Someone Said That I Hate White People…

| May 5, 2015 | 0 Comments


I was told on my Facebook page by an acquaintance that I should just start a Facebook Fan Page called, “I Hate White People” due to my rant about white police officers being afraid of patrolling black neighborhoods. I saw a Baltimore City police officer pepper-spraying only black people who were yelling at him about a man being shot in front of all of them on Pennsylvania Avenue. The white people who were taking pictures and filming right next to those black people were not sprayed, but were more in the face of the cops than those men and women who were yelling.

That is police cowardice. If you’re THAT scared of black people while doing your job, you should probably only patrol in South Baltimore or North Baltimore or in Eastern and Northern Baltimore County. You will be yelled at by people who are angry at your brothers/sisters in blue claiming to be Batman except that they’re violently killing black and brown people across the country without ever owning up to it (even when caught on camera) or paying the price for it (thanks to sympathetic grand juries or juries or prosecutors who are way too in bed with cops).


When I thought about it I got annoyed that I was accused of hating white people. I simply replied, “I don’t hate white people at all,” and just dropped it. I really don’t hate white people. And if you knew my friendship history…or better yet my dating history…um…not that that proves anything, but…I’m just saying…I…uh…yeah. Hate? Chile, boo.

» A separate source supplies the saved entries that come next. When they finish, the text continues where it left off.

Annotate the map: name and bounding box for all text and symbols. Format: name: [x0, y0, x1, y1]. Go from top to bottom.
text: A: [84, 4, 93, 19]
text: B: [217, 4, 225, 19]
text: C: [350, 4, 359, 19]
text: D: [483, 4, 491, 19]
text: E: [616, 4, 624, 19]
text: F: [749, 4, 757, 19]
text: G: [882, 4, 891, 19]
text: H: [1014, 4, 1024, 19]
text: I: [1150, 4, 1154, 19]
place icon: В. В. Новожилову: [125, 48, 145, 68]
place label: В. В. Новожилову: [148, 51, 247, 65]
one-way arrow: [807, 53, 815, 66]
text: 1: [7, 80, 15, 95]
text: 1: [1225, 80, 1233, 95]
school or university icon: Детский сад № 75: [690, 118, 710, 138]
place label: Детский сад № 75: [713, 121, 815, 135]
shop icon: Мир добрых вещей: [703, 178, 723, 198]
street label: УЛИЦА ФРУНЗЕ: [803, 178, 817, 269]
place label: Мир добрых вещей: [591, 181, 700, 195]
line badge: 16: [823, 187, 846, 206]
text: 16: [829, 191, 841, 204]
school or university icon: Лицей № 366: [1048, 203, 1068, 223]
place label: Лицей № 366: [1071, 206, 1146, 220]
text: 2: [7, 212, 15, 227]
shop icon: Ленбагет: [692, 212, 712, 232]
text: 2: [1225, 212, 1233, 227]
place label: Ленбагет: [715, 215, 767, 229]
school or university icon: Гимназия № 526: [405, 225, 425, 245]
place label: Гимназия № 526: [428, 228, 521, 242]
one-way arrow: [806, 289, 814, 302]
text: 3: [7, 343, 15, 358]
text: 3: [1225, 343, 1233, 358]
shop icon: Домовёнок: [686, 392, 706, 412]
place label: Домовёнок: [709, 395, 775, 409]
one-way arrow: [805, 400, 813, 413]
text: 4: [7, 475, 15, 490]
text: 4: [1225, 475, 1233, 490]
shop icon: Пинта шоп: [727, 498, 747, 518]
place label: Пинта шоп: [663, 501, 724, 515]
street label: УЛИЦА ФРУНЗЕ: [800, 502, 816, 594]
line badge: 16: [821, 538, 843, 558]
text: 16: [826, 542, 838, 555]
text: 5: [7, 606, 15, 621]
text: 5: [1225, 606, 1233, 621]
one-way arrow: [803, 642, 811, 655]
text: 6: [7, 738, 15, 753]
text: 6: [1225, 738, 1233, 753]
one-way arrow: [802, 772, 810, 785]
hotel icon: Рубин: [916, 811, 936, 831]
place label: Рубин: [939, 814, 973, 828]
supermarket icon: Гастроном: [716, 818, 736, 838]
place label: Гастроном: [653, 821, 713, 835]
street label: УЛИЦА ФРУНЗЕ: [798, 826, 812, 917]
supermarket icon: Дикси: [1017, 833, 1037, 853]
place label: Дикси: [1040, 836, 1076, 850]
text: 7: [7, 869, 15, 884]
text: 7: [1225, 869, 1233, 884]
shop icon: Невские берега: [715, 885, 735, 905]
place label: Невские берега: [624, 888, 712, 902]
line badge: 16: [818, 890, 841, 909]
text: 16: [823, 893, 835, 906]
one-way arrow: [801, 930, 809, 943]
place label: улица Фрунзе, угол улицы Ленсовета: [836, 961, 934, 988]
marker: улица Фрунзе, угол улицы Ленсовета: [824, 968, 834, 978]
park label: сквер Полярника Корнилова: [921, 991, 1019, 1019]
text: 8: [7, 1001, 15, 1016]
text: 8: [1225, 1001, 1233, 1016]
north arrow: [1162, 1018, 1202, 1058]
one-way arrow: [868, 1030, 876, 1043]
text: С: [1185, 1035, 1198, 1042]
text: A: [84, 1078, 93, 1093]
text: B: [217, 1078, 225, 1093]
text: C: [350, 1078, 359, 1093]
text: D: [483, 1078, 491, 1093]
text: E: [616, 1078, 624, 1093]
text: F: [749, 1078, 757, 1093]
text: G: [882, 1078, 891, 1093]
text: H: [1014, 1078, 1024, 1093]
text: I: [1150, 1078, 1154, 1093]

Honestly, I’m tired of explaining this to some white people: My pro-blackness and pro-black-people-need-to-live-and-not-die-at-the-hands-of-a-system-that-should-value-their-lives-as-much-as-it-values-white-people’s-lives stance has nothing to do with hating white people. I am not going to shy away from painful and hard conversations about racial inequality in America and America’s constant need to uphold white supremacy above all things. I am not here to make you more comfortable talking about racial discrimination by not showing my anger in discussing it. I do not feel sorry that it makes you uncomfortable or scared. I’m trying to live. Your silence and condoning of police violence with “But if I may…shouldn’t you not run?” defenses in the face of my pleading to save black lives is just as mean and uncomfortable and ill-spirited as your feeling of my talking about this topic.


That Facebook comment reminds me of a time I was discussing race relations with three white friends, one of whom is a Southerner. She and I were the main contributors to the conversation and we discussed stereotypes which may or may not apply to the black and white races in the U.S. and which side should claim responsibility for fixing which problems. It was a good conversation and neither side was angry. Lo and behold, a mutual white friend said, “Guys. This is making me uncomfortable. Can’t we just talk about something else more pleasant?” Without missing a beat, my white friend (the one with whom I was mostly conversing) told her “No, we can’t. We’re not having a heated debate or hateful conversation. And even if we were, this stuff needs to be discussed. This is an uncomfortable topic and people need to stop running away from it.” Then we continued the conversation.


That’s the kind of response I would like to see from white people who are conscious and actively engaged in this conversation about anti-blackness pertaining to police brutality and white supremacy today. Engage your other friends and try to make them more conscious and aware of their privileges and the disparities in race, class, and economic standing in America, where we are all supposed to be equal. Do not allow them to change the topic. Force them to see an uncomfortable reality. Break their rose-colored glasses. Don’t say that I hate white people simply because I am against white supremacy, am against anti-blackness, and am against police brutality!


White friends and acquaintances, actually listen and hear what others are saying about the country in which you live. Stop blaming minorities for the problems about which they are complaining. Stop quoting Martin Luther King, Jr. as a method to silence black people. (“Would Martin Luther King agree with your complaining? He would want you to shut up and just let things be.” – read what he said about the white moderate and how they are worst enemy of American black people [even more than the KKK].) Just do better overall, please, so that you can keep your Whole Foods on Santa Monica Boulevard before it burns with the fervor of a CVS in Baltimore.

I really don’t want it to get to that point before you “get” it. Because that would mean you value property more than lives taken by bad police officers who get away with it. And I’m sure you’re better than that, right? Right?